- _HOW TO COMPLETE THIS TASK_
The only thing to report is how many lines of the data contain the word "without".

- _EXTRACTED DATA_
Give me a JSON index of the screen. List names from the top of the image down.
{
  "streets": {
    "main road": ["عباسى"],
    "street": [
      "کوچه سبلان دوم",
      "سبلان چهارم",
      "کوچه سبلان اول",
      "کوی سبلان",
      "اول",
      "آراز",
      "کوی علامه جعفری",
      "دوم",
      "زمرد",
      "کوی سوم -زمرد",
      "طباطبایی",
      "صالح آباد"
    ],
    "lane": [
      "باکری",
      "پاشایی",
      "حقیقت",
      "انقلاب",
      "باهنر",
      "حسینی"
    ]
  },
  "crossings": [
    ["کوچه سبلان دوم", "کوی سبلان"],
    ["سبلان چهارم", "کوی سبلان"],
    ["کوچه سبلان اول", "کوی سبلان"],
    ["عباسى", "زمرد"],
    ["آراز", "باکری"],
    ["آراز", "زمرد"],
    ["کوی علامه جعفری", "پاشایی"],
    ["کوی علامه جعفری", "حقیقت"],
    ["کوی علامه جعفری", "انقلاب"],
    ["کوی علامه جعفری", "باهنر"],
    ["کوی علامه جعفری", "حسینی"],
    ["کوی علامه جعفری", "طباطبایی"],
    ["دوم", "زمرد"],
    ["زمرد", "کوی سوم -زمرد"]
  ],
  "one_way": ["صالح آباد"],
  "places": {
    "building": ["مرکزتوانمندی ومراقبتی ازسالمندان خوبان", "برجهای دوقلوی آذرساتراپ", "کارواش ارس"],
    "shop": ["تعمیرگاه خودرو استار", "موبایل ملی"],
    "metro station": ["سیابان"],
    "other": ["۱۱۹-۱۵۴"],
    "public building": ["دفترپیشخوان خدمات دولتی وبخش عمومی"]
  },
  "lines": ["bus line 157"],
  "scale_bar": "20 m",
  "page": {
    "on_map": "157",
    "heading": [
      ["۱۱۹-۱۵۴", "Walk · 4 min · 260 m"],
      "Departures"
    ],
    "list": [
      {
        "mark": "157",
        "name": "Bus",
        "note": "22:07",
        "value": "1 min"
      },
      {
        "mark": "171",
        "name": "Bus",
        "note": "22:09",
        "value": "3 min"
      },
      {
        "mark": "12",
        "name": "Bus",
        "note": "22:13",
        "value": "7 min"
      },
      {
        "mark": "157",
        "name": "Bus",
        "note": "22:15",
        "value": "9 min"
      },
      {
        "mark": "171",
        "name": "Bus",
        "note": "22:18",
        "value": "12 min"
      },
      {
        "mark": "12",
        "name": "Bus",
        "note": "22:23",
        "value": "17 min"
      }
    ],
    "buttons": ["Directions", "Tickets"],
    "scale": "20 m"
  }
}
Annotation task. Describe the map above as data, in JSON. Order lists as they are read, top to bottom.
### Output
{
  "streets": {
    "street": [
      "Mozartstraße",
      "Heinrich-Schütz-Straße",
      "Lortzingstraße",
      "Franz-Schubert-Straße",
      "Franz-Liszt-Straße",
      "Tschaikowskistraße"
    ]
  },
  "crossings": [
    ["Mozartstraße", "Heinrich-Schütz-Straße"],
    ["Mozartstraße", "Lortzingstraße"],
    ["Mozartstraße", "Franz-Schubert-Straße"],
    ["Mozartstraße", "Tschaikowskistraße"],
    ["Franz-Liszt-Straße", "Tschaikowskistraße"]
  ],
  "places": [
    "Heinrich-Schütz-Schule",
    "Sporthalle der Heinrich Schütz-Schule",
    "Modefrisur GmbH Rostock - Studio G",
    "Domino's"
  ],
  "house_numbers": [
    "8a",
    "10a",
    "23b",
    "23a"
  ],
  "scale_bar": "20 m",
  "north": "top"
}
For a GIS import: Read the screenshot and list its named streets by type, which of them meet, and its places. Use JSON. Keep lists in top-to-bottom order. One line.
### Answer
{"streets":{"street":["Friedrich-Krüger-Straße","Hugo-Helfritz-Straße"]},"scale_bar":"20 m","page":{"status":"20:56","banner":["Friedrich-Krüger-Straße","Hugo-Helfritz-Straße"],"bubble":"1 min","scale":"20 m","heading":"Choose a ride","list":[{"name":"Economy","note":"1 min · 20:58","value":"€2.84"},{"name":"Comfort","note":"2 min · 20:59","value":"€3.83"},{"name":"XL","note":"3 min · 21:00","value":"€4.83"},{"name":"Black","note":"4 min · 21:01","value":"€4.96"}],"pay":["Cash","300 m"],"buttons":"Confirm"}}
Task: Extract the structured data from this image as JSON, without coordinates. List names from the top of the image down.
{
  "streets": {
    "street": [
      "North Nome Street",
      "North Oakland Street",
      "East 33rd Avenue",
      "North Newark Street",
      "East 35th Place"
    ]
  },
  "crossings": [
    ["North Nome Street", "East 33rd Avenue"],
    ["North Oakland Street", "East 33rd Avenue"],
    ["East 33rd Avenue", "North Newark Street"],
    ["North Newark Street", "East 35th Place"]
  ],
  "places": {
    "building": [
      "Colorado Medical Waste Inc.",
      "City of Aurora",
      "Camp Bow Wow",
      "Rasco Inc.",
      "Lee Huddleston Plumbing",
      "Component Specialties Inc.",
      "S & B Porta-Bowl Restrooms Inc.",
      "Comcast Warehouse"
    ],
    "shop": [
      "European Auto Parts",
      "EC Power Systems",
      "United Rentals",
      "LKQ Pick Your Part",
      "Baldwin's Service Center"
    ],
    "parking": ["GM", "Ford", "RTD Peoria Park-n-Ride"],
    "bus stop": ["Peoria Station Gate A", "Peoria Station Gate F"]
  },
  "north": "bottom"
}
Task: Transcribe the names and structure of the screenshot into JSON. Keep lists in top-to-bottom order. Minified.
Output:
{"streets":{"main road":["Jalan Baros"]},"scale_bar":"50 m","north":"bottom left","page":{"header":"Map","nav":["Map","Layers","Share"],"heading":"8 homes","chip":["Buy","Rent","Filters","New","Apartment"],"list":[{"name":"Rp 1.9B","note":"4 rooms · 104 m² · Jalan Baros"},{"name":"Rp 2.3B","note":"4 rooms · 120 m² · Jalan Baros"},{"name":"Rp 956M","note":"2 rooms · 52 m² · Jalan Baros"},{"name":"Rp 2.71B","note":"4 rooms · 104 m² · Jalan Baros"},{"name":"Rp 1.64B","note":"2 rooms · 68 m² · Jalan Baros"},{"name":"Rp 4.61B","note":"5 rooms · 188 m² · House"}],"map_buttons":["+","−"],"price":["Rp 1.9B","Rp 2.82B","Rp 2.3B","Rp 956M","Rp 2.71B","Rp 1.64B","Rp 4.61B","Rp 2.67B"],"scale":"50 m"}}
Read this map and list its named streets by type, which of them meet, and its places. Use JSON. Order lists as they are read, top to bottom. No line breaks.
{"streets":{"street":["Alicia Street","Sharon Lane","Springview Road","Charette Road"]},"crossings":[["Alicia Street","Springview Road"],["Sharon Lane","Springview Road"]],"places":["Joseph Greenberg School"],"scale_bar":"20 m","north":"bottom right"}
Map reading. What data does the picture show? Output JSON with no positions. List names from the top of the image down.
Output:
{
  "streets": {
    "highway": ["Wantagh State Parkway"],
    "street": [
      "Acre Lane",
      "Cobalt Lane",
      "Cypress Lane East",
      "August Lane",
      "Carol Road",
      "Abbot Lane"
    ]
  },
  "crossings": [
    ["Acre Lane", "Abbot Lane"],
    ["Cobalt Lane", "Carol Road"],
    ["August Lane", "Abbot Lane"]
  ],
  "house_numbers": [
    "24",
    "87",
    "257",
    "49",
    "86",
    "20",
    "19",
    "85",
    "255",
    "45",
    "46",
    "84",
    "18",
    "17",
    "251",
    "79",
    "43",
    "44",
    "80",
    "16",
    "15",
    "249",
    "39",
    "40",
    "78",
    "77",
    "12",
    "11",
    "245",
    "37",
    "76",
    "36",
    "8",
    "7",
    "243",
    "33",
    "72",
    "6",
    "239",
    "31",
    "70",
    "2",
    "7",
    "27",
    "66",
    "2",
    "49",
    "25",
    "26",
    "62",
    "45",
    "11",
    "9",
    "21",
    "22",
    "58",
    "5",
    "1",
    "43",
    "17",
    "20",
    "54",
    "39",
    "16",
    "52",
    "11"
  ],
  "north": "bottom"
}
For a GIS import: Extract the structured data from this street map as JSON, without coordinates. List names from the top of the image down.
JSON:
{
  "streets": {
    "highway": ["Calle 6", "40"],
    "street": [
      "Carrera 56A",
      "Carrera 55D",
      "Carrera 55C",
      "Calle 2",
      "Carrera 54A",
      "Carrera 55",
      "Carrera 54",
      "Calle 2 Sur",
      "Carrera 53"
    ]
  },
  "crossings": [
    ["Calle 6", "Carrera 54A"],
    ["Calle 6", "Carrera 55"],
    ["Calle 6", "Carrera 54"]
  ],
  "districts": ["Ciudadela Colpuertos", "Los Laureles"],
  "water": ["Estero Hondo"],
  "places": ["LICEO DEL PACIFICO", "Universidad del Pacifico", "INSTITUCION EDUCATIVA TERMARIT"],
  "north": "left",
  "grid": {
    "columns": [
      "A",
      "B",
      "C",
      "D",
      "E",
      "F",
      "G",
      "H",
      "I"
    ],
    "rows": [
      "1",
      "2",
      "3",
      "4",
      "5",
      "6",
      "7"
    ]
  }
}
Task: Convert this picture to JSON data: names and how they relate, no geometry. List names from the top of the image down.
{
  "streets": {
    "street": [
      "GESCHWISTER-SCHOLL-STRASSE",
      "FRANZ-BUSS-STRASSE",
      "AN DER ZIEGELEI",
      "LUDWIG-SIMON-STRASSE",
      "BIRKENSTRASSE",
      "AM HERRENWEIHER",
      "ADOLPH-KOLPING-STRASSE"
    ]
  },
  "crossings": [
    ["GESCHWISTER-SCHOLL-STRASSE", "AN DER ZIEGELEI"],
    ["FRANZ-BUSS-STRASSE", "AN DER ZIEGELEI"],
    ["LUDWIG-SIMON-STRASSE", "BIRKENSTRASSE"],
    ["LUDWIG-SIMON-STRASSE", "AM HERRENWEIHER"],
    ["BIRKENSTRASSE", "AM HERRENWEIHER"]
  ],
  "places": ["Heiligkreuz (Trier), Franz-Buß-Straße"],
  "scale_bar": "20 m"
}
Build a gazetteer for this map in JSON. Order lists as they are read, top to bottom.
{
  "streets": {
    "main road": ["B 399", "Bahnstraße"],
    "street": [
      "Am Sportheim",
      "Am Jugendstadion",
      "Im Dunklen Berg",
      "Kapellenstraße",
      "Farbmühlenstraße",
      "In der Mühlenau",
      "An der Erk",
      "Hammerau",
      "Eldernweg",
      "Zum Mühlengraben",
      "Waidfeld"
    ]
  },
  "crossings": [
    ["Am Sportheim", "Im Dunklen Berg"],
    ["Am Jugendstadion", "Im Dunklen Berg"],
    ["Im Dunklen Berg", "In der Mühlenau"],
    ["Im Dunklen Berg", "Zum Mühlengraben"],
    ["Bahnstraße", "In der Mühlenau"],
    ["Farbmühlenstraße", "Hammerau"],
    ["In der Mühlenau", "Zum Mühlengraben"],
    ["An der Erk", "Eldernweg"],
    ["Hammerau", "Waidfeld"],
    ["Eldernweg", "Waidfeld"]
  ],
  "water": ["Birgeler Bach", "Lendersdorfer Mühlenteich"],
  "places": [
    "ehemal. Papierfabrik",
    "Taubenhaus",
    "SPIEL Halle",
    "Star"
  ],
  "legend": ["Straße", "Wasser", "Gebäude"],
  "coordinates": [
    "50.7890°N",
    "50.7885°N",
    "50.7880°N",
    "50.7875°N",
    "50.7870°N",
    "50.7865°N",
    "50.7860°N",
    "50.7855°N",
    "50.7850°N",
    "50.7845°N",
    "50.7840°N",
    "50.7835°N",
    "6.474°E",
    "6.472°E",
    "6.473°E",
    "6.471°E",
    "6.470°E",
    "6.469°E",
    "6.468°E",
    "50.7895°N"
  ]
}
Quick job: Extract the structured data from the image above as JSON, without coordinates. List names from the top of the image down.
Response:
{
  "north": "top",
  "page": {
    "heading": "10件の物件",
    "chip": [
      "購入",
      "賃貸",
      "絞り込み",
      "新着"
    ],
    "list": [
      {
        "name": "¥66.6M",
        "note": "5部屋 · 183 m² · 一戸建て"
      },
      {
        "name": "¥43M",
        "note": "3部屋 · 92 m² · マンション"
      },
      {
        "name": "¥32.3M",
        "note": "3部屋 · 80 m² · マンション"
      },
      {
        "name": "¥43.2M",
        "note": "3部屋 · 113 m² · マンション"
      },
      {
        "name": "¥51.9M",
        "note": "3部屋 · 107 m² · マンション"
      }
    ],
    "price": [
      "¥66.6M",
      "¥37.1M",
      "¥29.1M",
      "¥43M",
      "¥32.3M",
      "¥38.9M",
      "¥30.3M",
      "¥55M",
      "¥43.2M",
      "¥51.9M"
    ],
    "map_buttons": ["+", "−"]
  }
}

- _SOLUTION_
3